Exercise
Please retype exactly, and with nothing added, the lines of the material from the one with "Detect all labels, symbols" through the final one.

Exercise input
┏━━
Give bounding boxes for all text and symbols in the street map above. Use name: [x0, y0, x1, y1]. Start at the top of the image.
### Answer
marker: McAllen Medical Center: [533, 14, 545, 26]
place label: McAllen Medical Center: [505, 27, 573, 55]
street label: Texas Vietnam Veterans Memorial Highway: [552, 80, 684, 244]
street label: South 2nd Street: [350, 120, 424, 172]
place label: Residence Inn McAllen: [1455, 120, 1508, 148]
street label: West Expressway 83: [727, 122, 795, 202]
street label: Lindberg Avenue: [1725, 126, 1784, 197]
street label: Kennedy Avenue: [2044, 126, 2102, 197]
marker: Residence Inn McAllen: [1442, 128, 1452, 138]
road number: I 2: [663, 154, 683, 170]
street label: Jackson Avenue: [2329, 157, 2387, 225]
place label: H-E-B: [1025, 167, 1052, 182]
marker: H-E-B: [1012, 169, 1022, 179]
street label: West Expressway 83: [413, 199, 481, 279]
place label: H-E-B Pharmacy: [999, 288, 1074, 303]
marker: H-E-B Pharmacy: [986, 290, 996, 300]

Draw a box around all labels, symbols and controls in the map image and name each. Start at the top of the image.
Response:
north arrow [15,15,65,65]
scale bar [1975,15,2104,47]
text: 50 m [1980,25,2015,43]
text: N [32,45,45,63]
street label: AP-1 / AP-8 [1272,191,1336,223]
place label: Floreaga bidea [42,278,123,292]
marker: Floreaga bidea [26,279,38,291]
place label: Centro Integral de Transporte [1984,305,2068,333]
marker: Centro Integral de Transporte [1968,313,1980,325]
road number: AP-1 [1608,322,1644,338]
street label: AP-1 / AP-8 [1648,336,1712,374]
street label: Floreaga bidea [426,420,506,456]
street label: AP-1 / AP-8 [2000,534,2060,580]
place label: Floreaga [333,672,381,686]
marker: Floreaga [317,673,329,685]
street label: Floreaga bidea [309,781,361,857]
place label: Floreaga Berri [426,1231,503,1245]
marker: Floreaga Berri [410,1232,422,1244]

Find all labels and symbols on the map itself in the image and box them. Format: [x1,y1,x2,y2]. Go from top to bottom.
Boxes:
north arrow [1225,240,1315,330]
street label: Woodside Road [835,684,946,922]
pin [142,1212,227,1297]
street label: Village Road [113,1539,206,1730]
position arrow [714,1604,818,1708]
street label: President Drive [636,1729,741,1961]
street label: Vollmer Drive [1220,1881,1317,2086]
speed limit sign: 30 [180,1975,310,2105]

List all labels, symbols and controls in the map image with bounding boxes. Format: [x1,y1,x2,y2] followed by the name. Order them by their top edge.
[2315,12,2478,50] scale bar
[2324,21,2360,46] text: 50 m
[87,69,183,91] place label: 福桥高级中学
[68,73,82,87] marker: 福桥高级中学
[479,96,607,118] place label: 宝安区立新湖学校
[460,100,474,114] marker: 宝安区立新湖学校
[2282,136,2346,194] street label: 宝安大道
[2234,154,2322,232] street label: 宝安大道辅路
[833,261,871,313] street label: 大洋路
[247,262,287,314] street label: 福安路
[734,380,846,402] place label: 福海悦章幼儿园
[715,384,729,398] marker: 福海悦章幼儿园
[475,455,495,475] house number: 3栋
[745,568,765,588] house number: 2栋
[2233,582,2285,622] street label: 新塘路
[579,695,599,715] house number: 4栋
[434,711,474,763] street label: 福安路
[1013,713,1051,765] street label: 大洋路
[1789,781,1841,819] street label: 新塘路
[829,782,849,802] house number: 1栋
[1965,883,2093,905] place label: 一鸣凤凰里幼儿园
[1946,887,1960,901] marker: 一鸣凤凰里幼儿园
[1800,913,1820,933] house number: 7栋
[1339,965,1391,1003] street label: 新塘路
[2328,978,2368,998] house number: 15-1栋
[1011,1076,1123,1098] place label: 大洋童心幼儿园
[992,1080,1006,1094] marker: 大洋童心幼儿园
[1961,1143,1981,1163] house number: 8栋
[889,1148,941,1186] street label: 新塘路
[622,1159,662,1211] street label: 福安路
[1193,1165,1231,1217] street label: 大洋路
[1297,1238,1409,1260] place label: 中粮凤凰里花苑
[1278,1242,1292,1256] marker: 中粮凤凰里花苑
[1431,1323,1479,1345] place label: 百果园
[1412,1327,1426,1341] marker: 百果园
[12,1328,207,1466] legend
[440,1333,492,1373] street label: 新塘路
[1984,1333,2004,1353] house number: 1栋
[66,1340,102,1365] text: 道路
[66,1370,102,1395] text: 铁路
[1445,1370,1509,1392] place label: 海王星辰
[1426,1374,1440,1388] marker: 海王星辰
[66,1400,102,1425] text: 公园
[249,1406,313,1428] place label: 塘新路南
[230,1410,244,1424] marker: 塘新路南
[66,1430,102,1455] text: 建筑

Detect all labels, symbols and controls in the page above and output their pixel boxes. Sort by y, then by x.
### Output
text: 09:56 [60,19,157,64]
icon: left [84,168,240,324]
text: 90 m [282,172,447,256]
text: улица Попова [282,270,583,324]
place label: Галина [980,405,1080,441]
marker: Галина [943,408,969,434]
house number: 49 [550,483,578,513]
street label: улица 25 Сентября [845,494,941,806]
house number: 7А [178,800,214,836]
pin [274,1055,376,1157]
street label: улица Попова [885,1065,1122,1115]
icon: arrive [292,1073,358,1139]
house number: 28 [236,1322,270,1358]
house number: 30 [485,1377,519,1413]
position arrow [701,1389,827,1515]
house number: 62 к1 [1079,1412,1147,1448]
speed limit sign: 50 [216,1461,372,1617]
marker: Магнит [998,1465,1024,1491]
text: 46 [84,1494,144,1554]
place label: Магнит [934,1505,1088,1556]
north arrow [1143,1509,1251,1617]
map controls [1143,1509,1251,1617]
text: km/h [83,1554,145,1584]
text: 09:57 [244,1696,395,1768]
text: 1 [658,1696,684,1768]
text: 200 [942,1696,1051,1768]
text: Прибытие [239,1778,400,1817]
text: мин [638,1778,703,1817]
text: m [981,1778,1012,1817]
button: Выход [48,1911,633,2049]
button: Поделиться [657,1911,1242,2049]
┗━━
Answer section
Detect all labels, symbols and controls in the page above and output their pixel boxes. Sort by y, then by x.
### Output
text: 09:56 [60,19,157,64]
icon: left [84,168,240,324]
text: 90 m [282,172,447,256]
text: улица Попова [282,270,583,324]
place label: Галина [980,405,1080,441]
marker: Галина [943,408,969,434]
house number: 49 [550,483,578,513]
street label: улица 25 Сентября [845,494,941,806]
house number: 7А [178,800,214,836]
pin [274,1055,376,1157]
street label: улица Попова [885,1065,1122,1115]
icon: arrive [292,1073,358,1139]
house number: 28 [236,1322,270,1358]
house number: 30 [485,1377,519,1413]
position arrow [701,1389,827,1515]
house number: 62 к1 [1079,1412,1147,1448]
speed limit sign: 50 [216,1461,372,1617]
marker: Магнит [998,1465,1024,1491]
text: 46 [84,1494,144,1554]
place label: Магнит [934,1505,1088,1556]
north arrow [1143,1509,1251,1617]
map controls [1143,1509,1251,1617]
text: km/h [83,1554,145,1584]
text: 09:57 [244,1696,395,1768]
text: 1 [658,1696,684,1768]
text: 200 [942,1696,1051,1768]
text: Прибытие [239,1778,400,1817]
text: мин [638,1778,703,1817]
text: m [981,1778,1012,1817]
button: Выход [48,1911,633,2049]
button: Поделиться [657,1911,1242,2049]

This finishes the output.